Both ends included, restate word for word the lines from the first line of the listing through the line containing "0,100% 100%,50% 72%,0". Leave the pictures out.

▶ _Information supplied_
[Start of section]

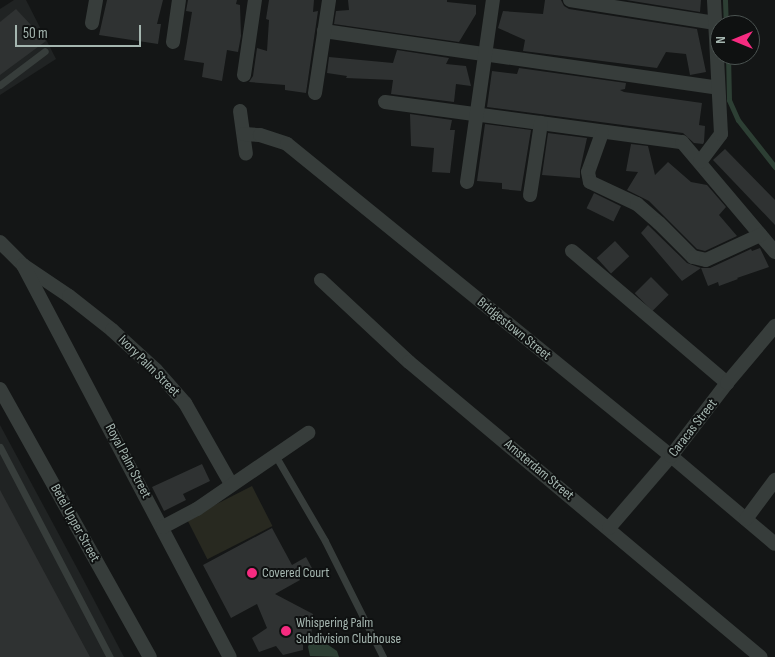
<!DOCTYPE html>
<style>
body{margin:0}
#map{position:relative;width:775px;height:657px;overflow:hidden;background:#141616;font-family:"Sofia Sans Condensed",sans-serif}
div>[style]{position:absolute}
[style*='--x']{left:calc(var(--x)*1px);top:calc(var(--y)*1px);width:calc(var(--w)*1px);rotate:calc(var(--a)*1deg)}
.built>*{inset:0;background:#202323}
.green>*{inset:0;background:#282920;transform-origin:0 0}
.water>*{inset:0;background:#2d3f34}
.stream>*{height:5px;margin:-2.5px;padding:0 2.5px;transform-origin:2.5px;border-radius:2.5px;background:#2d3f34}
.building>*{inset:0;background:#2f3232;transform-origin:0 0}
.lane>*{height:7px;margin:-3.5px;padding:0 3.5px;transform-origin:3.5px;border-radius:3.5px;background:#373d3b}
.street>*{height:14px;margin:-7px;padding:0 7px;transform-origin:7px;border-radius:7px;background:#373d3b}
.dots>*{width:14px;height:14px;translate:-50% -50%;box-sizing:border-box;border:2px solid #0f1111;border-radius:50%}
span{translate:-50% -50%;white-space:nowrap;text-align:center;line-height:1.15;-webkit-text-stroke:4px #0f1111;paint-order:stroke}
.street-label{font-size:14px;color:#a5b6b0}
.poi-label{font-size:14px;color:#a5b6b0}
.left{translate:0 -50%;text-align:left}
.north{position:absolute;left:710px;top:15px;width:50px;height:50px;box-sizing:border-box;background:#0f1111;border:1px solid #4b5351;border-radius:50%;rotate:270deg;font-size:14px;font-weight:700;line-height:20px;text-align:center;color:#a5b6b0}
.north::after{content:'';display:block;margin:auto;width:18px;height:22px;background:#f62b80;clip-path:polygon(50% 0,100% 100%,50% 72%,0 100%)}
.scale{position:absolute;left:15px;top:25px;width:126px;height:22px;box-sizing:border-box;border:2px solid #a5b6b0;border-top:0;padding-left:6px;font-size:15px;line-height:18px;white-space:nowrap;color:#a5b6b0;-webkit-text-stroke:4px #0f1111;paint-order:stroke}
</style>
<div id="map">
<div class="built">
<div style="clip-path:polygon(14px 0,26px 0,56px 59px,0 95px,0 9px)"></div>
<div style="clip-path:polygon(0 425px,84px 581px,124px 657px,0 657px)"></div>
</div>
<div class="green">
<div style="left:252px;top:486px;width:45px;height:73px;rotate:63deg"></div>
</div>
<div class="water">
<div style="clip-path:polygon(321px 640px,337px 651px,339px 657px,310px 656px,308px 647px,309px 644px)"></div>
</div>
<div class="stream">
<div style="--x:725;--y:0;--w:25;--a:88"></div>
<div style="--x:728;--y:55;--w:45;--a:88.7"></div>
<div style="--x:729;--y:100;--w:22;--a:66"></div>
<div style="--x:738;--y:120;--w:60;--a:51.8"></div>
</div>
<div class="building">
<div style="clip-path:polygon(107px 0,163px 0,157px 24px,161px 24px,158px 44px,99px 35px)"></div>
<div style="clip-path:polygon(188px 0,237px 0,236px 4px,240px 5px,241px 36px,238px 52px,227px 50px,222px 81px,202px 77px,204px 63px,184px 60px,192px 12px,186px 11px)"></div>
<div style="clip-path:polygon(269px 0,314px 0,313px 12px,318px 11px,306px 93px,285px 90px,285px 85px,249px 82px,253px 76px,257px 48px,267px 51px,269px 20px,266px 19px)"></div>
<div style="clip-path:polygon(348px 0,447px 0,447px 2px,476px 5px,476px 14px,459px 42px,334px 24px,336px 11px,349px 10px)"></div>
<div style="clip-path:polygon(545px 0,561px 0,564px 6px,569px 9px,697px 29px,706px 72px,690px 75px,686px 54px,666px 52px,657px 68px,523px 51px,525px 40px,498px 28px,503px 11px,543px 14px)"></div>
<div style="clip-path:polygon(626px 0,701px 0,700px 12px)"></div>
<div style="clip-path:polygon(16px 9px,46px 41px,0 75px,0 22px)"></div>
<div style="clip-path:polygon(397px 50px,449px 58px,446px 64px,466px 66px,471px 86px,456px 84px,454px 102px,391px 94px,393px 80px,346px 78px,347px 76px,327px 73px,329px 57px,393px 63px)"></div>
<div style="clip-path:polygon(519px 68px,626px 83px,625px 89px,620px 90px,624px 92px,702px 103px,699px 125px,705px 126px,704px 142px,703px 144px,694px 143px,683px 133px,487px 107px,492px 71px,517px 74px)"></div>
<div style="clip-path:polygon(410px 114px,452px 120px,450px 130px,455px 130px,450px 173px,432px 172px,434px 148px,411px 146px)"></div>
<div style="clip-path:polygon(485px 124px,531px 130px,521px 191px,502px 189px,502px 183px,477px 181px)"></div>
<div style="clip-path:polygon(548px 133px,587px 138px,580px 170px,580px 178px,542px 175px)"></div>
<div style="clip-path:polygon(631px 144px,648px 146px,655px 175px,668px 162px,691px 182px,707px 185px,726px 207px,719px 215px,737px 236px,705px 251px,697px 249px,649px 201px,627px 190px,638px 172px,626px 171px)"></div>
<div style="clip-path:polygon(725px 149px,775px 200px,775px 225px,713px 160px)"></div>
<div style="left:594px;top:193px;width:30px;height:17px;rotate:26deg"></div>
<div style="clip-path:polygon(648px 225px,687px 263px,701px 268px,682px 281px,641px 233px)"></div>
<div style="left:615px;top:241px;width:21px;height:25px;rotate:47deg"></div>
<div style="clip-path:polygon(760px 248px,769px 267px,737px 278px,738px 279px,719px 286px,718px 282px,708px 286px,701px 268px,710px 268px,751px 249px,752px 251px)"></div>
<div style="left:651px;top:277px;width:25px;height:23px;rotate:45deg"></div>
<div style="clip-path:polygon(202px 464px,210px 481px,183px 494px,186px 500px,164px 511px,152px 487px)"></div>
<div style="clip-path:polygon(0 490px,90px 657px,0 657px)"></div>
<div style="clip-path:polygon(272px 528px,292px 565px,306px 557px,313px 570px,299px 578px,300px 580px,275px 594px,313px 614px,311px 640px,303px 644px,303px 650px,283px 655px,276px 646px,259px 652px,252px 638px,267px 628px,257px 604px,231px 618px,203px 565px)"></div>
</div>
<div class="lane">
<div style="--x:0;--y:85;--w:56;--a:-37.1"></div>
<div style="--x:0;--y:447;--w:237;--a:62.4"></div>
<div style="--x:275;--y:455;--w:99;--a:59.8"></div>
<div style="--x:325;--y:541;--w:130;--a:63.4"></div>
</div>
<div class="street">
<div style="--x:570;--y:0;--w:147;--a:9"></div>
<div style="--x:92;--y:23;--w:23;--a:-80"></div>
<div style="--x:324;--y:31;--w:398;--a:8.2"></div>
<div style="--x:173;--y:42;--w:42;--a:-81.9"></div>
<div style="--x:244;--y:75;--w:76;--a:-81.7"></div>
<div style="--x:315;--y:93;--w:94;--a:-81.4"></div>
<div style="--x:385;--y:102;--w:300;--a:7.7"></div>
<div style="--x:682;--y:142;--w:144;--a:49.8"></div>
<div style="--x:240;--y:111;--w:43;--a:82.1"></div>
<div style="--x:602;--y:133;--w:41;--a:109.7"></div>
<div style="--x:588;--y:172;--w:10;--a:79"></div>
<div style="--x:590;--y:182;--w:52;--a:25.1"></div>
<div style="--x:637;--y:204;--w:29;--a:41"></div>
<div style="--x:659;--y:223;--w:48;--a:45"></div>
<div style="--x:693;--y:257;--w:13;--a:13"></div>
<div style="--x:706;--y:260;--w:60;--a:-24.8"></div>
<div style="--x:244;--y:134;--w:16;--a:4"></div>
<div style="--x:260;--y:135;--w:28;--a:18"></div>
<div style="--x:287;--y:144;--w:495;--a:39.1"></div>
<div style="--x:671;--y:456;--w:136;--a:40.2"></div>
<div style="--x:700;--y:162;--w:35;--a:-53"></div>
<div style="--x:721;--y:134;--w:134;--a:-93"></div>
<div style="--x:467;--y:182;--w:184;--a:-81.9"></div>
<div style="--x:530;--y:195;--w:73;--a:-81.3"></div>
<div style="--x:0;--y:242;--w:33;--a:45"></div>
<div style="--x:23;--y:265;--w:55;--a:34"></div>
<div style="--x:69;--y:296;--w:55;--a:38.3"></div>
<div style="--x:112;--y:330;--w:59;--a:42.3"></div>
<div style="--x:156;--y:370;--w:44;--a:48.7"></div>
<div style="--x:185;--y:403;--w:93;--a:60.4"></div>
<div style="--x:572;--y:251;--w:204;--a:40.4"></div>
<div style="--x:23;--y:265;--w:443;--a:62.2"></div>
<div style="--x:321;--y:280;--w:120;--a:43"></div>
<div style="--x:409;--y:362;--w:459;--a:40"></div>
<div style="--x:0;--y:389;--w:307;--a:60.8"></div>
<div style="--x:746;--y:519;--w:49;--a:-53.4"></div>
<div style="--x:163;--y:527;--w:38;--a:-28"></div>
<div style="--x:197;--y:509;--w:135;--a:-34.4"></div>
<div style="--x:609;--y:528;--w:95;--a:-49.3"></div>
<div style="--x:671;--y:456;--w:92;--a:-52.5"></div>
<div style="--x:727;--y:383;--w:75;--a:-49.9"></div>
</div>
<div class="dots">
<div style="left:252px;top:573px;background:#f62b80"></div>
<div style="left:286px;top:631px;background:#f62b80"></div>
</div>
<div class="street-label">
<span style="left:514px;top:329px;rotate:39deg">Bridgestown Street</span>
<span style="left:149px;top:366px;rotate:45deg">Ivory Palm Street</span>
<span style="left:693px;top:428px;rotate:-52deg">Caracas Street</span>
<span style="left:128px;top:461px;rotate:62deg">Royal Palm Street</span>
<span style="left:539px;top:470px;rotate:40deg">Amsterdam Street</span>
<span style="left:75px;top:523px;rotate:61deg">Betel Upper Street</span>
</div>
<div class="poi-label">
<span class="left" style="left:262px;top:573px">Covered Court</span>
<span class="left" style="left:296px;top:631px">Whispering Palm<br>Subdivision Clubhouse</span>
</div>
<div class="north">N</div>
<div class="scale">50 m</div>
</div>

[End of section]

▶ _Written reply_
<!DOCTYPE html>
<style>
body{margin:0}
#map{position:relative;width:775px;height:657px;overflow:hidden;background:#141616;font-family:"Sofia Sans Condensed",sans-serif}
div>[style]{position:absolute}
[style*='--x']{left:calc(var(--x)*1px);top:calc(var(--y)*1px);width:calc(var(--w)*1px);rotate:calc(var(--a)*1deg)}
.built>*{inset:0;background:#202323}
.green>*{inset:0;background:#282920;transform-origin:0 0}
.water>*{inset:0;background:#2d3f34}
.stream>*{height:5px;margin:-2.5px;padding:0 2.5px;transform-origin:2.5px;border-radius:2.5px;background:#2d3f34}
.building>*{inset:0;background:#2f3232;transform-origin:0 0}
.lane>*{height:7px;margin:-3.5px;padding:0 3.5px;transform-origin:3.5px;border-radius:3.5px;background:#373d3b}
.street>*{height:14px;margin:-7px;padding:0 7px;transform-origin:7px;border-radius:7px;background:#373d3b}
.dots>*{width:14px;height:14px;translate:-50% -50%;box-sizing:border-box;border:2px solid #0f1111;border-radius:50%}
span{translate:-50% -50%;white-space:nowrap;text-align:center;line-height:1.15;-webkit-text-stroke:4px #0f1111;paint-order:stroke}
.street-label{font-size:14px;color:#a5b6b0}
.poi-label{font-size:14px;color:#a5b6b0}
.left{translate:0 -50%;text-align:left}
.north{position:absolute;left:710px;top:15px;width:50px;height:50px;box-sizing:border-box;background:#0f1111;border:1px solid #4b5351;border-radius:50%;rotate:270deg;font-size:14px;font-weight:700;line-height:20px;text-align:center;color:#a5b6b0}
.north::after{content:'';display:block;margin:auto;width:18px;height:22px;background:#f62b80;clip-path:polygon(50% 0,100% 100%,50% 72%,0 100%)}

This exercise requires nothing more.